The Recording Tool can be accessed by clicking the red circle icon above the Transcription pane or by clicking Prompt and then Record All. The text from the transcription item selected is displayed in the Display Text textbox (see Figure 2.7). After clicking Record, the person making the recording should speak clearly into the microphone. Click Stop as soon as the entire phrase is spoken. Try to select a recording location where background noise is minimized.

Figure 2.7

Figure 2.7 The Recording tool allows you to directly record each prompt associated with a transcription. Prompts can also be recorded by professional voice talent in a studio, made into wave files, and imported.

In some cases, you may want to utilize professional voice talent to make recordings. There are third-party vendors, such as ScanSoft (see the "ScanSoft" profile box), that can provide professional voice talent and assistance with recordings. Wave files created in a recording studio can be associated with a specific transcription element by clicking Import and browsing to the file’s location.

If the speech engine is unable to find a match in any of the prompt databases, it utilizes TTS. The result is a machine-like voice that may go against the natural interface you are trying to create. Speech Server comes bundled with ScanSoft’s Speechify TTS engine (see the "ScanSoft" profile box), but at present the results from a text-to-speech engine are not as natural-sounding as a recorded human voice. On the other side, it will not always be possible or manageable to prerecord all utterances. You will have to weigh these options when designing your speech application.

ScanSoft and the ScanSoft logo are registered trademarks of ScanSoft, Inc.

The recording of prompts is a major consideration when designing a speech-enabled application. If professional talent is used, you will want to try to minimize the need for multiple recording sessions. If the application requires the utilization of text-to-speech for most prompts, you may want to consider purchasing a third-party TTS add-in.

The Grammar Editor

Grammar, the reverse of prompts, represents what the user says to the application. This is a key element of voice-only applications because they rely completely on accurate understanding of the user’s commands. The grammar editor builds Extensible Markup Language (XML) files that are used by the speech-recognition engine to understand the user’s speech. What is nice about the grammar editor is that you drag-and-drop controls to build the XML instead of having to type it in directly. This helps to reduce the time spent building grammars.
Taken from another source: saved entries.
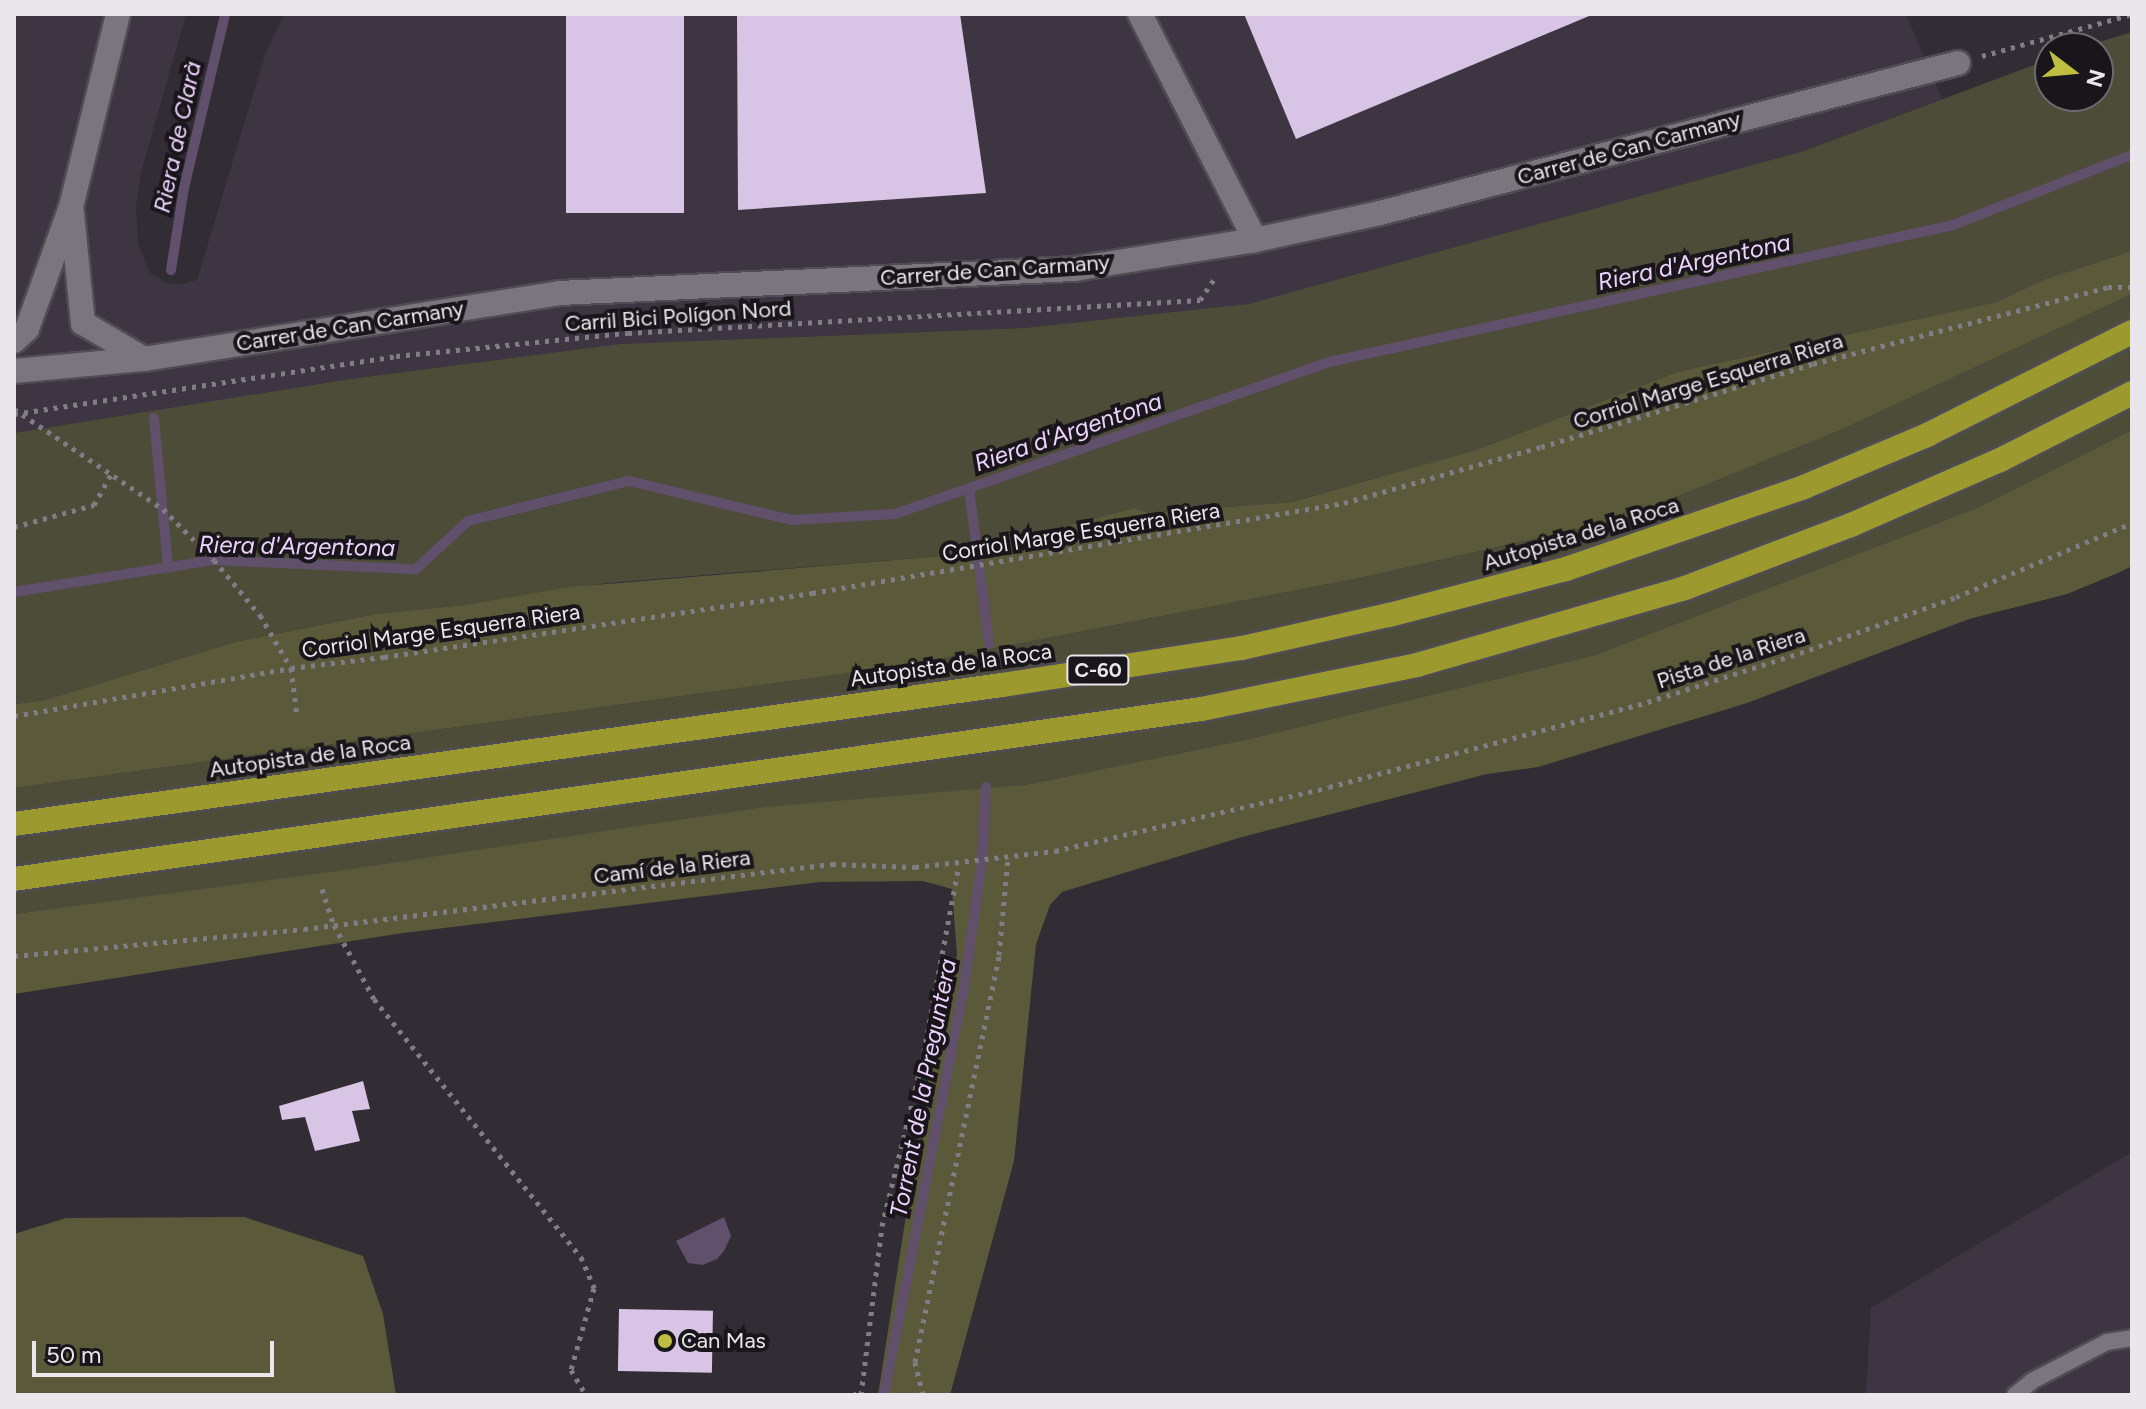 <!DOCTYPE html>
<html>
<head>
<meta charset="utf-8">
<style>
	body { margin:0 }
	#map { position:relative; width:2146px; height:1409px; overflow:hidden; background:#322d35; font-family:Figtree,sans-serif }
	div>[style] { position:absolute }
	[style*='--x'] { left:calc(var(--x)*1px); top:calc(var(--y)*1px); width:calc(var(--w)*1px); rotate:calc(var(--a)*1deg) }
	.built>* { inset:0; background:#3d3542 }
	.green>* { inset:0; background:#4c4c39 }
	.forest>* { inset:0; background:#5a5a3a }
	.water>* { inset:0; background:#60506b }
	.stream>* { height:10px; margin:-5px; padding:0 5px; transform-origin:5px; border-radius:5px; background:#60506b }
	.building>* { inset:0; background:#d8c4e4; transform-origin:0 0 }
	.path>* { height:5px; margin-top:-2.5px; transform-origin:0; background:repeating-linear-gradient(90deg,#817d84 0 4px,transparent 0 10px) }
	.roads { filter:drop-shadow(2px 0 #504c53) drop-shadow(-2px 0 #504c53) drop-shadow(0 2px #504c53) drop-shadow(0 -2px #504c53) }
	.service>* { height:16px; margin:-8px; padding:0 8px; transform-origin:8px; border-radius:8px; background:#7b757e }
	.minor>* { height:24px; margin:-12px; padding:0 12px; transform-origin:12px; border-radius:12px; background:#7b757e }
	.motorway>* { height:24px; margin:-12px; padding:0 12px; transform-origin:12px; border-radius:12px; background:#9c9a2f }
	.dots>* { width:22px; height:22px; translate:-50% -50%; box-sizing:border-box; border:4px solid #18161a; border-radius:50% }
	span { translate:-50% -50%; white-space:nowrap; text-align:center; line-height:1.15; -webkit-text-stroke:8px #18161a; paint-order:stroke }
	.shield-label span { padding:2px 6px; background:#18161a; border:2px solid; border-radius:6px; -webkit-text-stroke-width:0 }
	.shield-label { font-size:20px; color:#eae7ec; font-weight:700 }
	.street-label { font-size:22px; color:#eae7ec }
	.poi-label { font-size:22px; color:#eae7ec }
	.left { translate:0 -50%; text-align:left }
	.water-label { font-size:24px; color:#edd3fd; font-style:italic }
	.frame { position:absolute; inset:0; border:16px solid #eae7ec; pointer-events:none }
	.north { position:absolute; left:2034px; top:32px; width:80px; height:80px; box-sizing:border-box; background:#18161a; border:2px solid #6c6a6e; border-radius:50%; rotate:106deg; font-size:22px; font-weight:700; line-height:32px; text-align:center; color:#eae7ec }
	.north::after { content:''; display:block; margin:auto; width:28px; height:36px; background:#c0be41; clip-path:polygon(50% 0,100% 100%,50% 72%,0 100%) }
	.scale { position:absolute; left:32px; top:1341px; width:242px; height:36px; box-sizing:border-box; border:4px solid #eae7ec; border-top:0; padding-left:10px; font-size:24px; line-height:28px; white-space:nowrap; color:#eae7ec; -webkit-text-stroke:6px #18161a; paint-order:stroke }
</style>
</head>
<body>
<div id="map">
	<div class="built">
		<div style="clip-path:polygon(14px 14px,186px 14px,141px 172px,136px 207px,138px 244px,150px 273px,167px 283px,182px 284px,197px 280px,265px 55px,284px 14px,1906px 14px,1942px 99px,1804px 151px,1248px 304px,1024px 328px,620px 344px,350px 379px,14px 433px)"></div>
		<div style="clip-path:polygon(2132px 1152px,2132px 1395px,1866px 1395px,1871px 1308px)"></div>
	</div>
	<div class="green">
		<div style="clip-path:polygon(2132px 32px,2132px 251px,2045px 279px,1996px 302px,1677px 372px,1479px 449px,1292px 502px,1149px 513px,1134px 508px,955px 555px,607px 583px,465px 605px,375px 614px,235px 642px,45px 700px,14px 704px,14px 433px,350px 379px,620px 344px,1024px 328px,1248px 304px,1804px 151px,2050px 59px,2050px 96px,2098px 96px,2098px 48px,2079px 48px)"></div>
		<div style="clip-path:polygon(2132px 294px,2132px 430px,1977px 508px,1595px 655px,1249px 739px,1025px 785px,14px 914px,14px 788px,907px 665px,1355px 579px,1619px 520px,1841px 430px)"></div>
	</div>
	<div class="forest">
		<div style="clip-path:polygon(2132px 251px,2132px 294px,1841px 430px,1619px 520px,1355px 579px,907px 665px,14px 788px,14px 704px,45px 700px,235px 642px,375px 614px,465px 605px,570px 587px,955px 555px,1134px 508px,1149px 513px,1292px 502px,1479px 449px,1677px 372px,1996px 302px,2045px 279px)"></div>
		<div style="clip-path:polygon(2132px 430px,2132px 566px,2118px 573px,2067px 594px,1969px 619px,1747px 703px,1538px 767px,1487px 774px,1242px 837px,1062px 892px,1050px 905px,1036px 944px,1014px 1161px,950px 1395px,878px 1395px,924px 1100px,957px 955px,952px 889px,923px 881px,820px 882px,403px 933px,14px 994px,14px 914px,338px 871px,766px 807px,1025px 785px,1249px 739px,1595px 655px,1977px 508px)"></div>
		<div style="clip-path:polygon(244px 1217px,363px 1256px,383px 1314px,396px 1395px,14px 1395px,14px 1234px,66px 1218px)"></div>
	</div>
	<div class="water">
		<div style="clip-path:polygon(724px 1217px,731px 1236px,724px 1251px,717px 1259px,703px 1265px,688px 1263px,676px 1241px)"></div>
	</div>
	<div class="stream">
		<div style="--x:171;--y:270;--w:83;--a:-81"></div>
		<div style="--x:184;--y:188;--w:179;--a:-76.7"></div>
		<div style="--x:154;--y:418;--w:149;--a:84.6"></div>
		<div style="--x:969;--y:488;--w:157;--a:82.7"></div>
		<div style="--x:14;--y:592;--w:203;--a:-9.1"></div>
		<div style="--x:214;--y:560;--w:202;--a:2.6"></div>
		<div style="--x:416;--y:569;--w:71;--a:-42.7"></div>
		<div style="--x:468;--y:521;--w:166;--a:-14"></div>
		<div style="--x:629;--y:481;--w:168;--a:13.5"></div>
		<div style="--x:792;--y:520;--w:103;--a:-3.3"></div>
		<div style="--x:895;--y:514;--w:460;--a:-19.3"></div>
		<div style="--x:1329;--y:362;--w:639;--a:-12.38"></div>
		<div style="--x:1953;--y:225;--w:192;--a:-21.4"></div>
		<div style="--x:884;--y:1395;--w:409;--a:-78.9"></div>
		<div style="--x:963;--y:994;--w:134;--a:-81.9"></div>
		<div style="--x:982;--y:861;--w:74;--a:-86.9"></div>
	</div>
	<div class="building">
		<div style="left:566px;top:14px;width:118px;height:199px"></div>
		<div style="clip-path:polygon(737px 14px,960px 14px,986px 193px,738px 210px)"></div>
		<div style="clip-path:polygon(1244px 14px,1594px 14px,1296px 139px)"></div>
		<div style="clip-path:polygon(363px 1081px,370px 1109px,352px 1111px,360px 1141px,315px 1151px,305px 1117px,282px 1120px,279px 1106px)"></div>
		<div style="left:619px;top:1309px;width:94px;height:62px;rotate:1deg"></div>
	</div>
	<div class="path">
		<div style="--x:1982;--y:56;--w:156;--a:-15.6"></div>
		<div style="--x:14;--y:409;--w:179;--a:33.9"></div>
		<div style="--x:163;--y:509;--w:72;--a:45"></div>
		<div style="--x:214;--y:560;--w:72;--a:50.1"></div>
		<div style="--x:260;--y:615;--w:61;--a:59.7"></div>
		<div style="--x:291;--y:668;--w:48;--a:82.9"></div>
		<div style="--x:14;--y:414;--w:386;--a:-8.6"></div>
		<div style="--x:396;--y:356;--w:233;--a:-5.7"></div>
		<div style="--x:628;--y:333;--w:573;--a:-3.3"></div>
		<div style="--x:1200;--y:300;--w:30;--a:-56"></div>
		<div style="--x:14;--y:527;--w:83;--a:-15.4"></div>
		<div style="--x:94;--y:505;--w:35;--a:-61"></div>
		<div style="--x:14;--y:716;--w:281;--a:-9.8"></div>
		<div style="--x:291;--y:668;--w:94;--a:-6.7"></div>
		<div style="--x:384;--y:657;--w:433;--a:-8.5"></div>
		<div style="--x:812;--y:593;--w:540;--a:-9.6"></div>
		<div style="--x:1344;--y:503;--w:205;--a:-15.9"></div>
		<div style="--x:1541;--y:447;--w:284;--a:-17"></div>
		<div style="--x:1813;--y:364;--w:305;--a:-14.6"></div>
		<div style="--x:2108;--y:287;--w:24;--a:0"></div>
		<div style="--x:322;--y:889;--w:38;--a:72"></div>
		<div style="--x:334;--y:925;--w:84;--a:61.6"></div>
		<div style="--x:374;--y:999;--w:331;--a:51.3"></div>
		<div style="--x:581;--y:1257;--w:34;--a:67"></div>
		<div style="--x:594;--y:1288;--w:85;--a:105.7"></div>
		<div style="--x:571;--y:1370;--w:29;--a:59"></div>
		<div style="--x:14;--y:956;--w:291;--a:-5.3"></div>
		<div style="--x:304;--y:929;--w:532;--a:-7.02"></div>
		<div style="--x:832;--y:864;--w:83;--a:2.1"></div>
		<div style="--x:915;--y:867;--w:141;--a:-6.5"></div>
		<div style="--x:1055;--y:851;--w:281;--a:-13.1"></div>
		<div style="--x:1329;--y:787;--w:320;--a:-14.9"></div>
		<div style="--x:1638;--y:705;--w:170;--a:-17.8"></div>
		<div style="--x:1800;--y:653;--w:166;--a:-19.7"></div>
		<div style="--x:1956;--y:597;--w:191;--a:-22.8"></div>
		<div style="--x:853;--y:1395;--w:9;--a:-21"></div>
		<div style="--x:861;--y:1395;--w:170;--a:-82.9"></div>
		<div style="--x:882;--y:1226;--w:169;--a:-76.3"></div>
		<div style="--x:922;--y:1062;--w:200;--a:-79.4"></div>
		<div style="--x:923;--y:1395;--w:34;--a:-104"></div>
		<div style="--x:915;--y:1362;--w:416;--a:-78.3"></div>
		<div style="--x:999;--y:955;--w:97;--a:-84.7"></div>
	</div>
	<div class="roads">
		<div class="service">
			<div style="--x:2015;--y:1395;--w:22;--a:-39"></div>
			<div style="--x:2032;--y:1381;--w:85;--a:-27.5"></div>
			<div style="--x:2107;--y:1342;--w:25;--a:-9"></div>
		</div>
		<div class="minor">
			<div style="--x:1140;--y:14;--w:254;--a:63"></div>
			<div style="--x:72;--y:213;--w:111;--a:84.3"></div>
			<div style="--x:83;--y:323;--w:71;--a:30.5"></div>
			<div style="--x:14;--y:341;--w:18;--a:-43"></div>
			<div style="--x:27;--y:329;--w:130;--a:-70.2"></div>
			<div style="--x:71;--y:207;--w:199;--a:-76.3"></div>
			<div style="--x:14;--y:371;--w:131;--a:-5.3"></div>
			<div style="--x:144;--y:359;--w:420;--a:-9"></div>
			<div style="--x:559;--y:293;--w:516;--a:-2.67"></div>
			<div style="--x:1074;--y:269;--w:183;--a:-9.1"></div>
			<div style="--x:1255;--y:240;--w:128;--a:-12.2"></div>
			<div style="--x:1380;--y:213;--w:597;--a:-14.55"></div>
		</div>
		<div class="motorway">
			<div style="--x:14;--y:824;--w:998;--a:-8.01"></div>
			<div style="--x:1002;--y:685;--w:243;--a:-8.8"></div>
			<div style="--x:1242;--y:648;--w:151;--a:-12.7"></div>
			<div style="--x:1389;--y:615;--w:183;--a:-14.6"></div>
			<div style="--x:1566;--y:569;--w:252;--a:-19"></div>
			<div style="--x:1804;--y:487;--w:134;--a:-22.9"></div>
			<div style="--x:1927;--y:435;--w:229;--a:-26.7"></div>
			<div style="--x:14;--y:879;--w:1199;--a:-8.15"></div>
			<div style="--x:1201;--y:709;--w:220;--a:-11.5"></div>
			<div style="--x:1417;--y:665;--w:279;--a:-16"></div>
			<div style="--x:1685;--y:588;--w:178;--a:-20.8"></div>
			<div style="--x:1851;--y:525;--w:163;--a:-23.6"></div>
			<div style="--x:2000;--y:460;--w:148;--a:-26.9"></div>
		</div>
	</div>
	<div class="dots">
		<div style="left:665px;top:1341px;background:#c0be41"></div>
	</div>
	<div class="shield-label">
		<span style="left:1098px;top:670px">C-60</span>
	</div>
	<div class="street-label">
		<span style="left:1629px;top:148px;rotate:-15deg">Carrer de Can Carmany</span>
		<span style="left:995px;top:270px;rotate:-4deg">Carrer de Can Carmany</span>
		<span style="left:678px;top:316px;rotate:-4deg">Carril Bici Polígon Nord</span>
		<span style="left:350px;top:326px;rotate:-9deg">Carrer de Can Carmany</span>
		<span style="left:1708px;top:381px;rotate:-17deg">Corriol Marge Esquerra Riera</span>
		<span style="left:1081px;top:532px;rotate:-9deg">Corriol Marge Esquerra Riera</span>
		<span style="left:1581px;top:534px;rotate:-17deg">Autopista de la Roca</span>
		<span style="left:441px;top:631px;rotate:-8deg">Corriol Marge Esquerra Riera</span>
		<span style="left:1731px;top:658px;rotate:-18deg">Pista de la Riera</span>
		<span style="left:951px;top:665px;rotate:-8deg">Autopista de la Roca</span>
		<span style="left:310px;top:756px;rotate:-8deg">Autopista de la Roca</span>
		<span style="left:672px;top:867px;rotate:-7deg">Camí de la Riera</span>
	</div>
	<div class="poi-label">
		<span class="left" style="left:681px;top:1341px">Can Mas</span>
	</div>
	<div class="water-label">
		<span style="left:177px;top:137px;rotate:-78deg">Riera de Clarà</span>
		<span style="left:1694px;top:262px;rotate:-12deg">Riera d'Argentona</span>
		<span style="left:1068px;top:432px;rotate:-19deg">Riera d'Argentona</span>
		<span style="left:297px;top:546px;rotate:1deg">Riera d'Argentona</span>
		<span style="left:923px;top:1088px;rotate:-79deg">Torrent de la Preguntera</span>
	</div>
	<div class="frame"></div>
	<div class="north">N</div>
	<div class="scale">50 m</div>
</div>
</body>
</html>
A grammar is stored in the form of an XML file with a grxml extension. Each of its Question/Answer (QA) controls, representing an interaction with the user, is associated with one or more grammars. A single grammar file will contain one or more rules that the application uses to interpret the user’s response.

Clicking Add New Item from the Project menu accomplishes adding a grammar file. From there, select the category Grammar File and name the file accordingly. Existing grammars can be viewed by expanding the Grammar folder within Solution Explorer. By default, two grammar files are added when you create a voice-only or multimodal application. The first file, named library.grxml, contains common grammar rules you may need to utilize. For instance, it includes a rule for collecting yes/no responses (see Figure 2.8). It also includes rules for handling numbers, dates, and even credit card information. Rules embedded within the library grammar file can be referenced in other grammar files through the RuleRef control.

The second grammar file is named the same as the project file by default. This is where you will place the grammar rules associated with your application. Although you could store all the rules in a single file, you may want to consider adding subfolders within the main Grammars folder. You can then create multiple grammar files to group similar types of grammar rules. This helps to organize code and makes referencing grammar rules easier.

Grammar rules are built by dragging elements onto the page. Controls are available in the Grammar tab of the toolbox. Figure 2.9 is a screenshot of these grammar controls. Most rules will consist of one or all of the following:

  • Phrase—represents the actual phrase spoken by the user.

  • List—contains multiple phrase elements that all relate to the same thing. For instance, a yes response could be spoken as "yeah," "ok," or "yes please." A list control allows you to indicate that all these responses are the same as yes.

  • RuleRef—used to reference other rules through the URI property. This is useful when you have multiple grammar files and want to reuse the logic in existing rules.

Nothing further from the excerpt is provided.